All of lore.kernel.org
 help / color / mirror / Atom feed
From: John Ogness <john.ogness@linutronix.de>
To: Petr Mladek <pmladek@suse.com>
Cc: "Sergey Senozhatsky" <senozhatsky@chromium.org>,
	"Steven Rostedt" <rostedt@goodmis.org>,
	"Thomas Gleixner" <tglx@linutronix.de>,
	linux-kernel@vger.kernel.org,
	"Greg Kroah-Hartman" <gregkh@linuxfoundation.org>,
	"Jiri Slaby" <jirislaby@kernel.org>,
	"Ilpo Järvinen" <ilpo.jarvinen@linux.intel.com>,
	"Andy Shevchenko" <andriy.shevchenko@linux.intel.com>,
	"Tony Lindgren" <tony@atomide.com>,
	"Geert Uytterhoeven" <geert+renesas@glider.be>,
	"Justin Chen" <justin.chen@broadcom.com>,
	"Jiaqing Zhao" <jiaqing.zhao@linux.intel.com>,
	linux-serial@vger.kernel.org
Subject: Re: [PATCH printk v2 08/26] printk: nbcon: Implement processing in port->lock wrapper
Date: Mon, 11 Mar 2024 18:14:19 +0106	[thread overview]
Message-ID: <87le6oy9vg.fsf@jogness.linutronix.de> (raw)
In-Reply-To: <Zdh4eEJJpasEWqa5@alley>

Hi Petr,

Thanks for the detailed feedback. Here is a lengthy response. I hope it
clarifies the uart port and console fields. And I think you identified a
bug relating to the setup() callback.

On 2024-02-23, Petr Mladek <pmladek@suse.com> wrote:
> My main (only) concern was the synchronization of the various accessed
> variables, especially, port->cons.

The only issue is if port->cons disappears between lock and unlock. I
see there is code setting port->cons to NULL, although I do not know
why. Once port->cons is set, there is never a reason to unset it.

Regardless, I will add port->lock synchronization when modifying
port->cons. There are only a few code sites and they are all during
driver setup.

> Note: I am not completely sure how the early and valid console drivers
>       share the same struct uart_port. So, maybe I miss some important
>       guarantee.

The struct uart_port is _not_ shared between the early and normal
consoles.
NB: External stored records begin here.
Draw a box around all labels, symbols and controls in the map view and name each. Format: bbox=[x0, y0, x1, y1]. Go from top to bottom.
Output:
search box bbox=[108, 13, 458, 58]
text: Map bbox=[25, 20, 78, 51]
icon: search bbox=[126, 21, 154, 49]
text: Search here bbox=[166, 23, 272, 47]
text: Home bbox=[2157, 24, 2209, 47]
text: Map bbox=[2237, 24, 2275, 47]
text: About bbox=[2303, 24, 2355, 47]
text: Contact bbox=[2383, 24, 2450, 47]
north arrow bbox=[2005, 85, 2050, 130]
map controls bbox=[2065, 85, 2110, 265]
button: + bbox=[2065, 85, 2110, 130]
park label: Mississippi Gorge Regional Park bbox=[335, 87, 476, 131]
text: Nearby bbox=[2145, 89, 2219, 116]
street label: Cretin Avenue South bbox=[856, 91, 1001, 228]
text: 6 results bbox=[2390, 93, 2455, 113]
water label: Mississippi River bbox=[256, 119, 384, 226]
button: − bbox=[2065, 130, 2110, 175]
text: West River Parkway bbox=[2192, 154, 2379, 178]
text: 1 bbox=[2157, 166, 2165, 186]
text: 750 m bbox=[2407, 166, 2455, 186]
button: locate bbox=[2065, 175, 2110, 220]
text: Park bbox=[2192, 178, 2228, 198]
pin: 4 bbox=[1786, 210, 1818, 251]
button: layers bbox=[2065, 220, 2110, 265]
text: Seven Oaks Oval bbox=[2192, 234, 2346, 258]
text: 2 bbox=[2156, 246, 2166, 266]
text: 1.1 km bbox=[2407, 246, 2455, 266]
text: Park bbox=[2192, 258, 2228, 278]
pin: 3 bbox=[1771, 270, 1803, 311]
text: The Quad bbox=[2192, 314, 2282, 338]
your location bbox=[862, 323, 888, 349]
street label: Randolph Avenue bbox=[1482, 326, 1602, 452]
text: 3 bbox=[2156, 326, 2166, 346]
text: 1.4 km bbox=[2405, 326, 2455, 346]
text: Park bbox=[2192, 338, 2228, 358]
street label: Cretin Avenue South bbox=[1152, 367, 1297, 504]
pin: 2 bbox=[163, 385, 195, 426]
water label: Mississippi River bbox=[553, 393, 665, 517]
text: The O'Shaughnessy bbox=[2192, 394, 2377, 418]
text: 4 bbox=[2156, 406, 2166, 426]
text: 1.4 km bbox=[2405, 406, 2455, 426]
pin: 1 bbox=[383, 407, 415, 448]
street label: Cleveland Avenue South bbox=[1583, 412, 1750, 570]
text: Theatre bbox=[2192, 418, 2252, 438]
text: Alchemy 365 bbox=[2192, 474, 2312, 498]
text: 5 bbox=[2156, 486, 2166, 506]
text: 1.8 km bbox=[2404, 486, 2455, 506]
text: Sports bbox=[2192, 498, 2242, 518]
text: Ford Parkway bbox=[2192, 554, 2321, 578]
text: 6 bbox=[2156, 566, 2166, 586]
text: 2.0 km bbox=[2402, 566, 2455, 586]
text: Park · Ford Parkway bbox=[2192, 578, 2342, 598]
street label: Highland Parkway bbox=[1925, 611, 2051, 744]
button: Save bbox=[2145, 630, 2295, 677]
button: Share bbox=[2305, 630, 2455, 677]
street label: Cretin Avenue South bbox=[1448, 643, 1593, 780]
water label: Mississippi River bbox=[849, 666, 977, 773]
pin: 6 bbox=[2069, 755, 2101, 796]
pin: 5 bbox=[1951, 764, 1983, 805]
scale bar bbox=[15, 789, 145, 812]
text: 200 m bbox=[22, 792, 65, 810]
However, the struct console is shared for normal consoles
amoung various ports of a particular driver.

> Anyway. synchronization of port->cons looks like a shade area.
> IMHO, the existing code expects that it is used _only when the console
> is registered_. But this patch wants to access it _even before
> the console is registered_!

Indeed. It is not enough for uart_is_nbcon() to check if it is an
NBCON. It must also check if it is registered, locklessly:

    hlist_unhashed_lockless(&con->node);

Most importantly to be sure that nbcon_init() has already been called.
register_console() clears the nbcon state after cons->index has been
set, but before the console has been added to the list.

> For example, it took me quite a lot of time to shake my head around:
>
> #define uart_console(port) \
> 	((port)->cons && (port)->cons->index == (port)->line)
>
>   + port->cons and port->line are updated in the uart code.
>     It seems that the update is not serialized by port->lock.
>     Something might be done under port->mutex.
>
>   + cons->index is updated in register_console() under
>     console_list_lock.
>
> Spoiler: I propose a solution which does not use uart_console().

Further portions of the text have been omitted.